The first half of 2021 has been busy with several public consultations launched by the European Commission to collect input from relevant stakeholders on the main blocks of the chemical legislation. The consultations focused on revising parts of the existing regulatory framework – including the Regulation on Classification, Labelling and Packaging of substances and mixtures (CLP), the Regulation on Registration, Evaluation, Authorisation and Restriction of Chemicals (REACH) – as well as introducing new ones – the Sustainable Products Initiative (SPI).
Despite having different scopes and targets, these three pieces of legislation are expected to bring fundamental changes in how the chemicals sector is regulated, with potential repercussions on the biocides sector and the co-formulants used in the manufacturing of several products.
MCEC provided their input to all three consultations, highlighting the aspects that will be of major interest for the biocides industry.
The revision is expected to cover several aspects of the REACH Regulation, among which MCEC focused on:
- Potential impact of the revision on downstream users, i.e. SMEs that are affected by the Biocidal Products Regulation;
- Need to consider biocides as a special category of chemicals due to their essential uses;
- Request to reflect the impact of the revision on microbial control in the upcoming the impact assessment; and
- Importance of strengthening enforcement of existing rules and border controls to fight illegal imports of non-compliant substances and products.

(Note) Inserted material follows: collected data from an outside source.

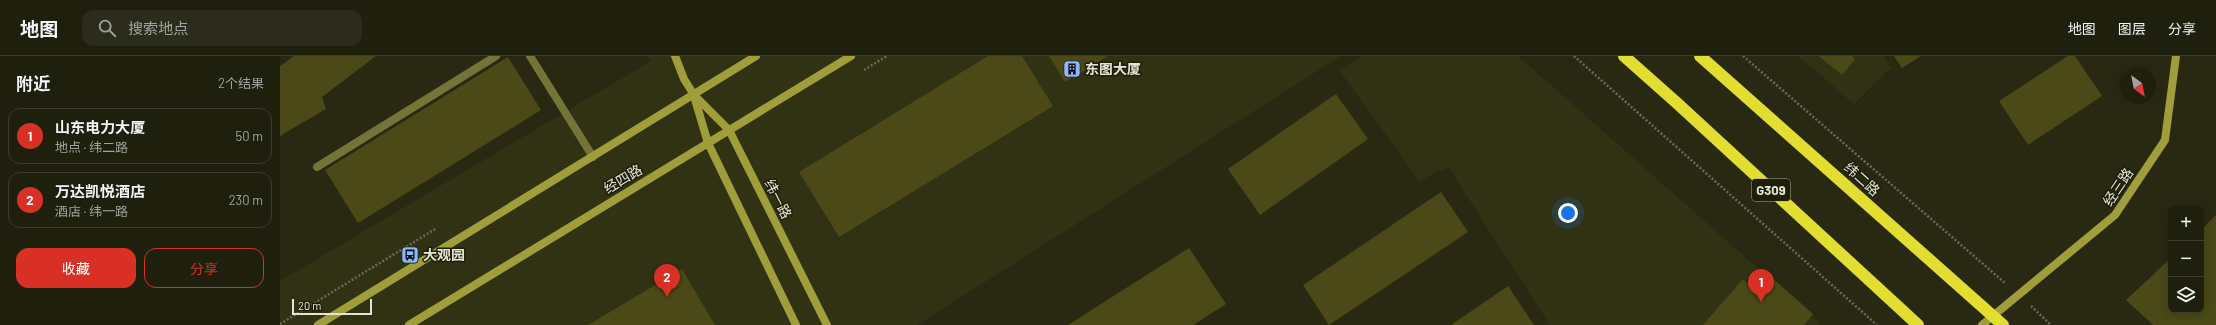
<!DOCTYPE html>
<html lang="zh">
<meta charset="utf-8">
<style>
:root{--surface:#1f1f0e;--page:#2c2c1c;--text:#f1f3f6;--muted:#a1a29e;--line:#3c3d2e;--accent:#d93025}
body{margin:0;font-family:Barlow,"Noto Sans SC",sans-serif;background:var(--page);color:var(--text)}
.controls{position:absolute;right:12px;bottom:12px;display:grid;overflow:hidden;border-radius:8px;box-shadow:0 2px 10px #0003}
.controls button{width:36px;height:36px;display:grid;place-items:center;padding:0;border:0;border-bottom:1px solid var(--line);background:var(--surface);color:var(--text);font:20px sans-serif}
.compass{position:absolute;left:1840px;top:12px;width:36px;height:36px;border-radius:50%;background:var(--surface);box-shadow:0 2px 10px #0003;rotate:148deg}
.scale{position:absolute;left:12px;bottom:10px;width:80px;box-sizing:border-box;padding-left:4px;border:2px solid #e4e5d7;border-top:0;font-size:11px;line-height:14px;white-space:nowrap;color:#e4e5d7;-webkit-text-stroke:3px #1f1f09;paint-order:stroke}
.you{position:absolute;left:1288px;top:157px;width:14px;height:14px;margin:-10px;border:3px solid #fff;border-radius:50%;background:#1a73e8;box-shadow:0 0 0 6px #1a73e833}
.badge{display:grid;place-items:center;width:26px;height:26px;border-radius:50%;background:var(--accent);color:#fff;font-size:13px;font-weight:700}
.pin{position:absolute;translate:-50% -33px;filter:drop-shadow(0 1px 2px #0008)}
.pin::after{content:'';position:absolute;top:21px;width:14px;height:12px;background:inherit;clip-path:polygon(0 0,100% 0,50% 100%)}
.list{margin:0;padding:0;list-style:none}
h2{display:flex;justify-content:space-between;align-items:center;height:52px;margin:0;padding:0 16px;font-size:17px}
h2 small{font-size:13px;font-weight:400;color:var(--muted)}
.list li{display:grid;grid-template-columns:26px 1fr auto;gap:12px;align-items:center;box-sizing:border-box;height:56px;margin:0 8px 8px;padding:0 8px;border:1px solid var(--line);border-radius:12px}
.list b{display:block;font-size:15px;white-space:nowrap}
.list p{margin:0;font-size:13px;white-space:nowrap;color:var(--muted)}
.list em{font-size:13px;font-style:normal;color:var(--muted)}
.actions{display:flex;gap:8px;padding:12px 16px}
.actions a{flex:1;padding:9px 0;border:1px solid var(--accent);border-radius:12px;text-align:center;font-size:14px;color:var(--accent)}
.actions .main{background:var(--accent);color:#fff}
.icon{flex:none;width:22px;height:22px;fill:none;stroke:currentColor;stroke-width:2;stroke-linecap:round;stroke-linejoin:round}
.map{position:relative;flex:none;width:1936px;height:269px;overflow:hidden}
header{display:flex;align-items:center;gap:24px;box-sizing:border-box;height:56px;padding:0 20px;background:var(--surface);border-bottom:1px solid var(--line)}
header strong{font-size:19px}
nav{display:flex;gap:22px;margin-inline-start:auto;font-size:14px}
.search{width:280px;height:36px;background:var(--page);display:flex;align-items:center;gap:10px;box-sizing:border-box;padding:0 14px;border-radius:12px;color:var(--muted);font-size:15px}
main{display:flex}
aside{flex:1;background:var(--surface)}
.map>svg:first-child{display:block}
.built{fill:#313114}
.building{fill:#4a4917}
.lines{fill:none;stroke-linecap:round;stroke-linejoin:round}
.path{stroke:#6a6a57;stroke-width:2.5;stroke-dasharray:2 2;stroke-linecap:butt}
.lane{stroke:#747439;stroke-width:8}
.secondary{stroke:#a09e3b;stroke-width:8}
.highway{stroke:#e1de31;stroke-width:12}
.labels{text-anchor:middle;stroke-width:3;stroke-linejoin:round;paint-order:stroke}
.shield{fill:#1f1f09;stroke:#a9aa99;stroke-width:1}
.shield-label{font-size:13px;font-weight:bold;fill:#e4e5d7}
.poi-label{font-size:14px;font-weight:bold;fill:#e4e5d7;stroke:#1f1f09;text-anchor:start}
.street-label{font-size:14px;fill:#e4e5d7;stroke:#1f1f09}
</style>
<header>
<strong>地图</strong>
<div class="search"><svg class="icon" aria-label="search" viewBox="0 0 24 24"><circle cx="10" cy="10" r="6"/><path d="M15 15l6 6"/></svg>搜索地点</div>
<nav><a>地图</a><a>图层</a><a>分享</a></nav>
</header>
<main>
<aside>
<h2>附近<small>2个结果</small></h2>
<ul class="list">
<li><span class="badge">1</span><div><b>山东电力大厦</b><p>地点 · 纬二路</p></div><em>50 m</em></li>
<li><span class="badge">2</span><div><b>万达凯悦酒店</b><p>酒店 · 纬一路</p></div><em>230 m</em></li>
</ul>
<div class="actions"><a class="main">收藏</a><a>分享</a></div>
</aside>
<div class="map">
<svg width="1936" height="269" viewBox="0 0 1936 269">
<rect width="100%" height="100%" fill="#292913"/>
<!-- built -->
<path class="built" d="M 368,0 L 1061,0 L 637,269 L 0,269 L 0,225 L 371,5 Z
M 1082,0 L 1238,0 L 1542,269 L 1270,269 L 1168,111 L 1139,125 L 1060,15 Z
M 1518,0 L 1603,0 L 1611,12 L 1574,48 Z"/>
<!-- building -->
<path class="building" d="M 14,0 L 96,0 L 42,41 L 46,53 L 0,80 L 0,10 Z
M 708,0 L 742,0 L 773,50 L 559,181 L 519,116 Z
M 769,0 L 828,0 L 785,26 Z
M 1539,0 L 1572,0 L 1575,3 L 1562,19 Z
M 1614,0 L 1641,0 L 1622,12 Z
M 1788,0 L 1795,0 L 1822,40 L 1748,89 L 1719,45 Z
M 228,1 L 261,54 L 78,167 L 45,114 Z
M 1056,38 L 1088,83 L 980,159 L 948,113 Z
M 1161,136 L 1188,176 L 1049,269 L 1023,229 Z
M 1936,159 L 1936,269 L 1873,269 L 1846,244 L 1891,202 L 1891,254 L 1921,254 L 1921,174 Z
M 909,192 L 946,248 L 913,269 L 788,269 Z
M 402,213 L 435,269 L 308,269 Z
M 1489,219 L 1533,258 L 1524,269 L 1423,269 L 1463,223 L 1476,234 Z
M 1228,230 L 1254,269 L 1171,269 Z"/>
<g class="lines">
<!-- path -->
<path class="path" d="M 1294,0 L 1597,269
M 1463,0 L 1725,227
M 584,14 L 607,0
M 1751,250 L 1771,269
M 0,268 L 157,172"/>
<!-- lane -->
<path class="lane" d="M 250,0 L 313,101
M 37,111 L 216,0"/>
<!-- secondary -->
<path class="secondary" d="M 395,0 L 404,23 L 414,39 L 449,74 L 547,269
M 414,40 L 428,87 L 516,269
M 38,269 L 476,0
M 129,269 L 571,0
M 1702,269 L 1835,159 L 1885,84 L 1896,0"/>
<!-- highway -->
<path class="highway" d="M 1344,0 L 1398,48 L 1638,269
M 1420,0 L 1723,269"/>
</g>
<!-- icons -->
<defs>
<symbol id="building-square" viewBox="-11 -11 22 22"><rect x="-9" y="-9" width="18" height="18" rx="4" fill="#8cb9fc" stroke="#1f1f09"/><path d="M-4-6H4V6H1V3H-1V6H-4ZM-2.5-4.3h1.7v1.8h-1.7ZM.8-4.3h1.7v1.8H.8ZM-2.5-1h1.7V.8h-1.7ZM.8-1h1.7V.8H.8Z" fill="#111"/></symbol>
<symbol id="bus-square" viewBox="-11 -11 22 22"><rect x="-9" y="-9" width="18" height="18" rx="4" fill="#8cb9fc" stroke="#1f1f09"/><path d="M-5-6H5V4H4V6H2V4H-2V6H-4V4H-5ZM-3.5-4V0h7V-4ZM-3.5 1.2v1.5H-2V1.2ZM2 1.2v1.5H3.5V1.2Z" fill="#111"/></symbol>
</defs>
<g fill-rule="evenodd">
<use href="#building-square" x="782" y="3" width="20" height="20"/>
<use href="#bus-square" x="120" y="189" width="20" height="20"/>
</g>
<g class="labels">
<!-- shield labels -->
<rect class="shield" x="1472" y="123" width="38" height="22" rx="3"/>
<g class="shield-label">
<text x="1491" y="139">G309</text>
</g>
<!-- poi labels -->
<g class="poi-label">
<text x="805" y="18">东图大厦</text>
<text x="143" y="204">大观园</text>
</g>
<!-- street labels -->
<g class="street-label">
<text transform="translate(343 123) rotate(-31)" y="5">经四路</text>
<text transform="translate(1582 123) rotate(42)" y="5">纬二路</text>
<text transform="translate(1838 131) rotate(-56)" y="5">经三路</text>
<text transform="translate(498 143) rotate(63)" y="5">纬一路</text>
</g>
</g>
</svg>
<div class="controls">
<button>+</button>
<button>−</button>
<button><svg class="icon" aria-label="layers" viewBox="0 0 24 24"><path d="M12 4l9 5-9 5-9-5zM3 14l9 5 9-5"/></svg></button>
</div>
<svg class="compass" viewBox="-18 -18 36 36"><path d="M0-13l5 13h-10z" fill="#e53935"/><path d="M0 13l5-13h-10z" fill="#a1a29e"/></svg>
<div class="scale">20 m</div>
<div class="you"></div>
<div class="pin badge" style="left:1481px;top:246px">1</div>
<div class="pin badge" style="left:387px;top:241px">2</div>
</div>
</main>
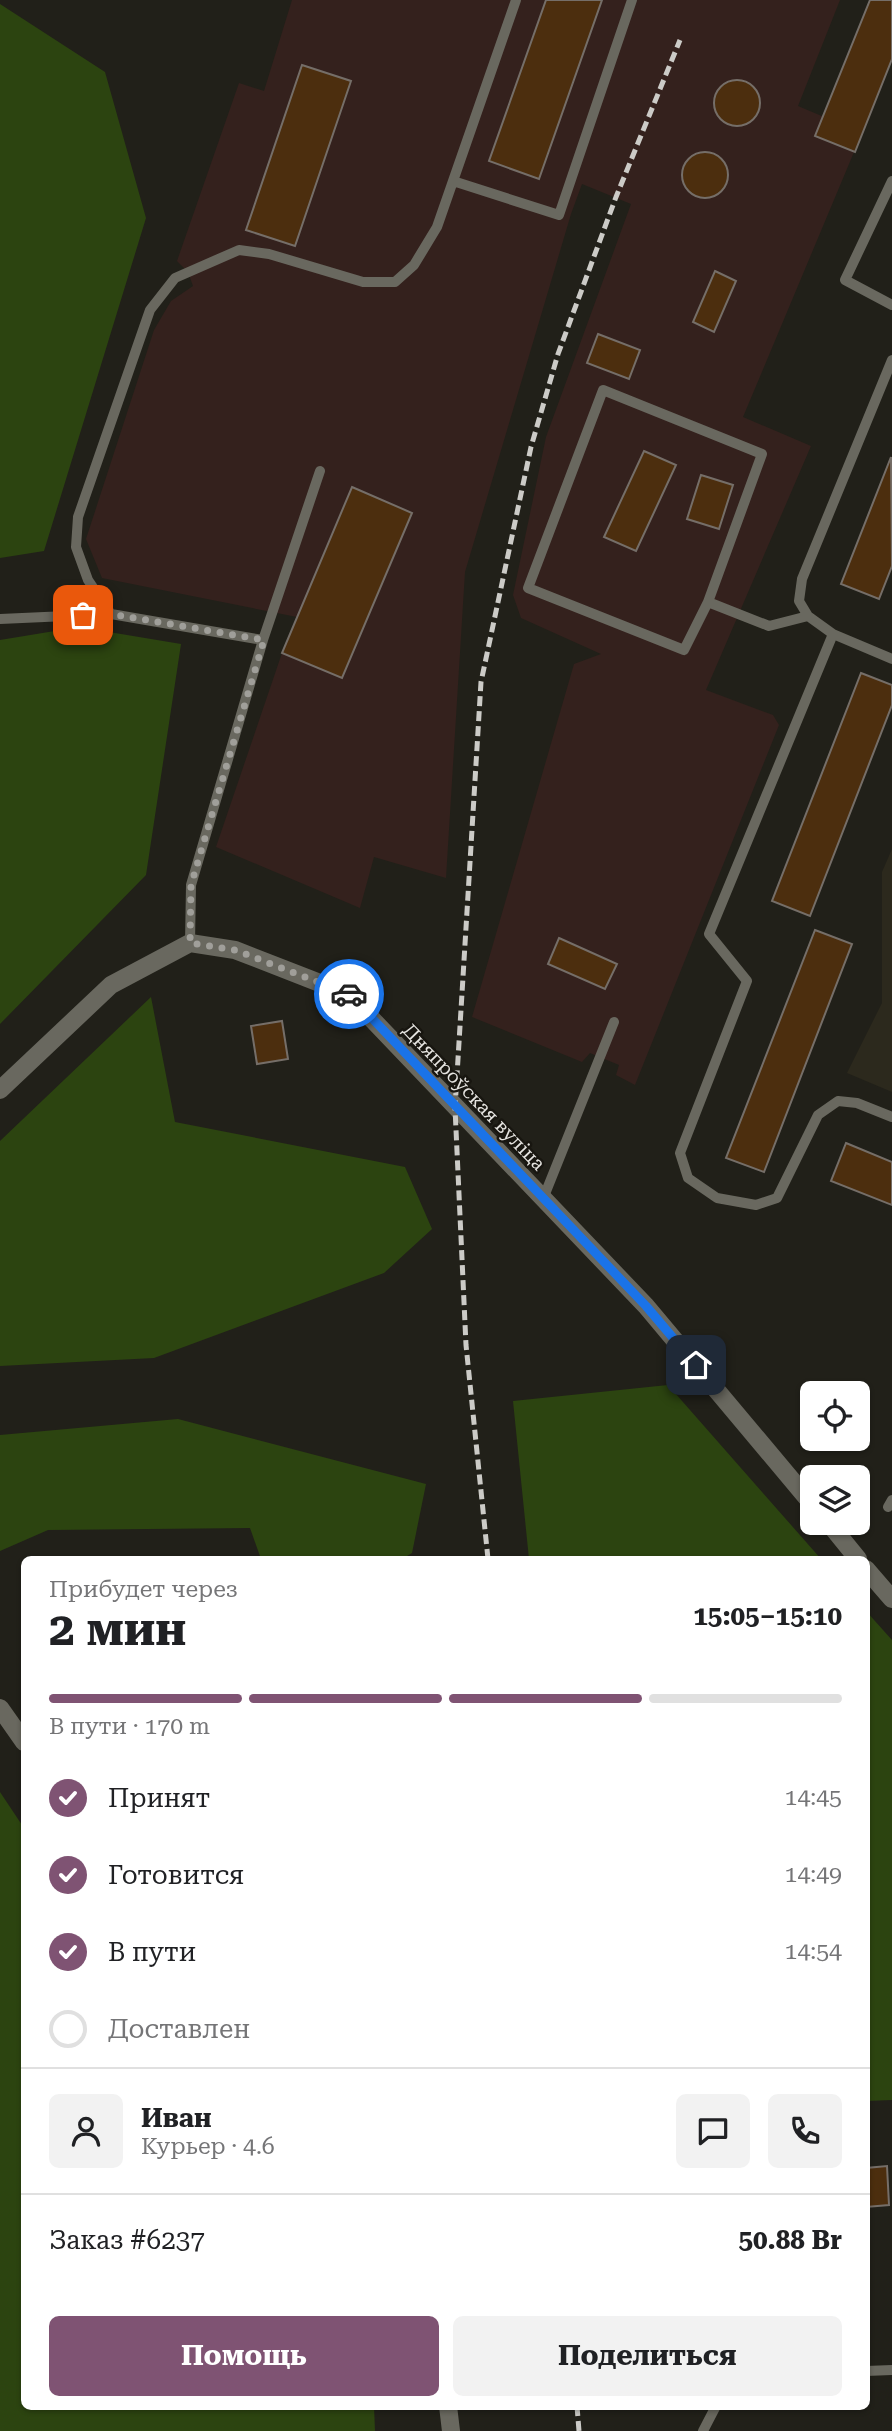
<!DOCTYPE html>
<html lang="ru">
<head>
<meta charset="utf-8">
<style>
	:root { --surface:#fff; --page:#f2f2f2; --text:#202124; --muted:#757577; --line:#e0e0e0; --accent:#7f5373 }
	body { margin:0; font-family:"Roboto Serif",serif; background:var(--page); color:var(--text); height:100vh; display:flex; flex-direction:column; font-size:26px; white-space:nowrap }
	* { box-sizing:border-box; margin:0 }
	p { font-size:23px; color:var(--muted) }
	.icon { flex:none; width:38px; height:38px; fill:none; stroke:currentColor; stroke-width:2; stroke-linecap:round; stroke-linejoin:round }
	.map { position:relative; flex:1; overflow:hidden }
	.panel { position:absolute; left:21px; top:1556px; width:849px; height:854px; display:flex; flex-direction:column; background:var(--surface); border-radius:10px; box-shadow:0 2px 5px #0004 }
	.panel>* { flex:none }
	.fabs { position:absolute; left:800px; top:1381px; display:grid; gap:14px }
	.fabs a { display:grid; place-items:center; width:70px; height:70px; border-radius:10px; background:var(--surface); box-shadow:0 2px 5px #0004; font-size:35px }
	.pin { position:absolute; display:grid; place-items:center; width:60px; height:60px; color:#fff; margin:-30px; border-radius:14px; box-shadow:0 4px 10px #0006 }
	.courier { position:absolute; display:grid; place-items:center; width:70px; height:70px; margin:-35px; border:5px solid #1a73e8; border-radius:50%; background:#fff; color:#222; box-shadow:0 2px 9px #0007 }
	.headline em { font-style:normal; font-weight:700 }
	.headline div { display:flex; flex-direction:column-reverse }
	.headline { display:flex; align-items:center; justify-content:space-between; height:119px; padding:0 28px }
	h1 { font-size:46px; font-weight:700; line-height:52px }
	.bar { display:grid; grid-template-columns:repeat(4,1fr); gap:10px 7px; align-content:center; height:84px; padding:0 28px }
	.bar i { height:9px; border-radius:5px; background:var(--line) }
	.bar .active { background:var(--accent) }
	.bar p { grid-column:span 4 }
	.line { display:flex; align-items:center; gap:18px; padding:0 28px; border-top:2px solid var(--line) }
	.line div { flex:1 }
	.round { display:grid; place-items:center; flex:none; width:74px; height:74px; border-radius:10px; background:var(--page) }
	ol { padding:0 28px; list-style:none }
	li { display:flex; align-items:center; gap:21px; height:77px }
	li p { margin-inline-start:auto }
	li .icon { padding:7px; border-radius:50%; background:var(--accent); color:#fff; stroke-width:4 }
	li:last-child { color:var(--muted) }
	li i { width:38px; height:38px; border:4px solid var(--line); border-radius:50% }
	.action { display:flex; gap:14px; margin-top:auto; padding:14px 28px }
	.action a { flex:1; height:80px; border-radius:10px; background:var(--accent); color:#fff; font-size:28px; font-weight:700; line-height:80px; text-align:center }
	.action a+a { background:var(--page); color:var(--text) }
	.map>svg:first-child { display:block }
	.built { fill:#2c291d }
	.industrial { fill:#34211d }
	.green { fill:#2c4410 }
	.building { fill:#4c2e0e; stroke:#756e68; stroke-width:2 }
	.lines { fill:none; stroke-linecap:round; stroke-linejoin:round }
	.service { stroke:#69685f; stroke-width:10 }
	.tertiary { stroke:#69685f; stroke-width:18 }
	.rail { stroke:#cccbc7; stroke-width:5; stroke-dasharray:10 5; stroke-linecap:butt }
	.done { stroke:#a09f9a; stroke-width:7; stroke-dasharray:0 12.6 }
	.route { stroke:#1a73e8; stroke-width:9 }
	.labels { text-anchor:middle; dominant-baseline:central; stroke-width:5; stroke-linejoin:round; paint-order:stroke }
	.street-label { font-size:19px; fill:#e5e4e0; stroke:#181610 }
</style>
</head>
<body>
<div class="map">
<svg width="892" height="2431" viewBox="0 0 892 2431">
	<rect width="100%" height="100%" fill="#212019"/>
	<path class="built" d="M892,849V1092L847,1073L882,1003V872Z"/>
	<path class="industrial" d="M292,0H840L798,106L862,133L743,417L811,446L706,690L773,715L779,725L635,1085L616,1075L619,1065L590,1053L582,1062L472,1017L574,664L601,654L521,618L513,595L546,437L631,204L582,184L571,214L465,572L446,878L374,857L360,908L216,847L282,653L297,617L102,578L86,539L154,330L171,301L193,286L188,272L177,261L239,83L264,91Z"/>
	<path class="green" d="M0,4L105,72L146,218L44,551L0,558Z
		M79,627L181,644L146,875L0,1024V640Z
		M151,997L175,1122L405,1167L432,1229L384,1273L154,1358L0,1366V1141Z
		M668,1385L821,1559H529L513,1401Z
		M178,1419L426,1484L412,1553L402,1559H261L250,1528L48,1530L0,1551V1435Z
		M866,1611L892,1640V2100L866,2101Z
		M0,1792L24,1828V2406H374L375,2431H0Z"/>
	<path class="building" d="M546,0H602L539,179L489,161Z
		M870,0H892V59L855,152L815,136Z
		M302,65L351,81L295,246L246,230Z
		M714 103a23 23 0 1 1 46 0a23 23 0 1 1-46 0Z
		M682 175a23 23 0 1 1 46 0a23 23 0 1 1-46 0Z
		M715,271L736,281L714,332L693,322Z
		M598,334L640,350L629,379L587,363Z
		M644,451L676,465L636,551L604,537Z
		M891,457L892,566L879,599L841,584Z
		M701,475L733,485L719,529L687,519Z
		M352,487L412,513L342,678L282,653Z
		M861,673L892,685V705L810,916L772,901Z
		M815,930L852,944L764,1172L726,1158Z
		M559,938L617,964L605,989L548,964Z
		M282,1021L288,1059L257,1064L251,1026Z
		M846,1143L892,1162V1205L831,1181Z
		M887,2166L889,2205L866,2207V2168Z"/>
	<g class="lines">
		<path class="service" d="M453,181L559,215L632,0
			M892,181L845,280L892,305
			M708,602L684,650L528,588L603,390L762,454L708,602L769,626L808,616
			M0,619L111,614
			M833,634L808,616L799,601L802,579L892,360
			M263,640L111,614L88,580L76,547L78,517L150,310L175,278L239,250L269,254L363,282H395L414,265L437,227L516,0
			M892,659L833,634L709,934L747,981L680,1153L688,1178L717,1198L756,1205L777,1198L818,1115L838,1101L857,1103L892,1117
			M190,943L191,885L263,640L320,471
			M543,1199L614,1022
			M888,1507L892,1500
			M866,2371L892,2370
			M703,2431L716,2406"/>
		<path class="tertiary" d="M0,1090L111,985L190,943L235,950L348,994L646,1306L812,1504
			M828,1522L858,1559
			M866,1569L892,1599
			M0,1708L24,1742
			M448,2406L451,2431"/>
		<path class="rail" d="M488,1559L466,1345L455,1108L481,682L531,447L558,354L616,197L680,40
			M577,2406L579,2431"/>
	</g>
	<g class="lines">
		<path class="done" d="M83,615L111,614L264,640L191,885L190,943L235,950L349,994"/>
		<path class="route" d="M349,994L646,1306L696,1365"/>
	</g>
	<g class="labels">
		<g class="street-label">
			<text transform="translate(474 1097) rotate(46)">Дняпроўская вуліца</text>
		</g>
	</g>
</svg>
<div class="fabs">
<a><svg class="icon" aria-label="locate" viewBox="0 0 24 24"><circle cx="12" cy="12" r="6"/><path d="M12 2v4M12 18v4M2 12h4M18 12h4"/></svg></a>
<a><svg class="icon" aria-label="layers" viewBox="0 0 24 24"><path d="M12 4l9 5-9 5-9-5zM3 14l9 5 9-5"/></svg></a>
</div>
<div class="pin" style="left:83px;top:615px;background:#ea580c"><svg class="icon" aria-label="bag" viewBox="0 0 24 24"><path d="M5 8h14l-1 12H6zM9 8a3 3 0 0 1 6 0"/></svg></div>
<div class="pin" style="left:696px;top:1365px;background:#1f2937"><svg class="icon" aria-label="home" viewBox="0 0 24 24"><path d="M3 11l9-7 9 7M6 9v11h12V9"/></svg></div>
<div class="courier" style="left:349px;top:994px"><svg class="icon" aria-label="car" viewBox="0 0 24 24"><path d="M5 17H2v-5l4-1 3-4h7l3 4 3 1v5h-3M9 17h6M6 11h13"/><circle cx="7" cy="17" r="2"/><circle cx="17" cy="17" r="2"/></svg></div>
<section class="panel">
<div class="headline"><div><h1>2 мин</h1><p>Прибудет через</p></div><em>15:05–15:10</em></div>
<div class="bar"><i class="active"></i><i class="active"></i><i class="active"></i><i></i><p>В пути · 170 m</p></div>
<ol>
<li><svg class="icon" aria-label="check" viewBox="0 0 24 24"><path d="M5 12l5 5 9-10"/></svg>Принят<p>14:45</p></li>
<li><svg class="icon" aria-label="check" viewBox="0 0 24 24"><path d="M5 12l5 5 9-10"/></svg>Готовится<p>14:49</p></li>
<li><svg class="icon" aria-label="check" viewBox="0 0 24 24"><path d="M5 12l5 5 9-10"/></svg>В пути<p>14:54</p></li>
<li><i></i>Доставлен</li>
</ol>
<div class="line" style="height:126px"><a class="round"><svg class="icon" aria-label="person" viewBox="0 0 24 24"><circle cx="12" cy="8" r="4"/><path d="M4 21q1-7 8-7t8 7"/></svg></a><div><b>Иван</b><p>Курьер · 4.6</p></div><a class="round"><svg class="icon" aria-label="chat" viewBox="0 0 24 24"><path d="M4 5h16v11H9l-5 4z"/></svg></a><a class="round"><svg class="icon" aria-label="phone" viewBox="0 0 24 24"><path d="M5 4h4l2 5-3 2q2 4 5 5l2-3 5 2v4C11 20 4 13 5 4z"/></svg></a></div>
<div class="line" style="height:91px"><div>Заказ #6237</div><b>50.88 Br</b></div>
<div class="action"><a>Помощь</a><a>Поделиться</a></div>
</section>
</div>
</body>
</html>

- Importance of clarifying in the upcoming Impact Assessment any impacts on biocides that the CLP revision may bring;
- Need to ensure regulatory consistency between CLP and the existing measures under BPR in future to provide regulatory predictability; and
- The necessity to assess as of today the possible impact for other legislation due to classification changes, via relevant inter-service consultations in the Commission.
The SPI aims to support a climate-neutral, resource-efficient and circular economy, reducing waste and promoting performance of front-runners in sustainable solutions. The core of this initiative is to widen the Ecodesign Directive to foster and improve circularity of the broadest possible range of products and to enhance the lifespan of products and make sure that they can be re-used at their end-of-life stage. According to initial indications from the Commission, the new scope of the Ecodesign Directive should include several sectors, including chemicals.
In this context, MCEC highlighted the key role of microbial active substances in enhancing product durability and preservation, limiting waste creation, ensuring safety and hygiene standards for consumers, in line with the objectives of the SPI. In addition, MCEC focused on the need for:
- A clear and predictable regulatory framework, calling for the Commission to rely on the current system and committees of experts for the risk assessment and management of co-formulants and active substances;
- Defining criteria on how recyclability performance will be assessed; and
- Ensuring biocidal active ingredients are considered “essential” for sustainability, safety, hygienic standards and durability of treated articles and materials.
The Commission’s proposal for the revision of CLP is expected to be adopted by the end of 2021 while the revision of REACH has been announced for 2022 Q4. The SPI proposal is expected to be adopted by the College of Commissioners by the end of 2021.
MCEC will continue to monitor the developments of these files and engage with relevant stakeholders, if needed, to highlight the benefits of microbial control solutions for society and the industry. All future decisions on the chemical legislation should therefore take a sectoral approach, acknowledging the essence of substances in their applications.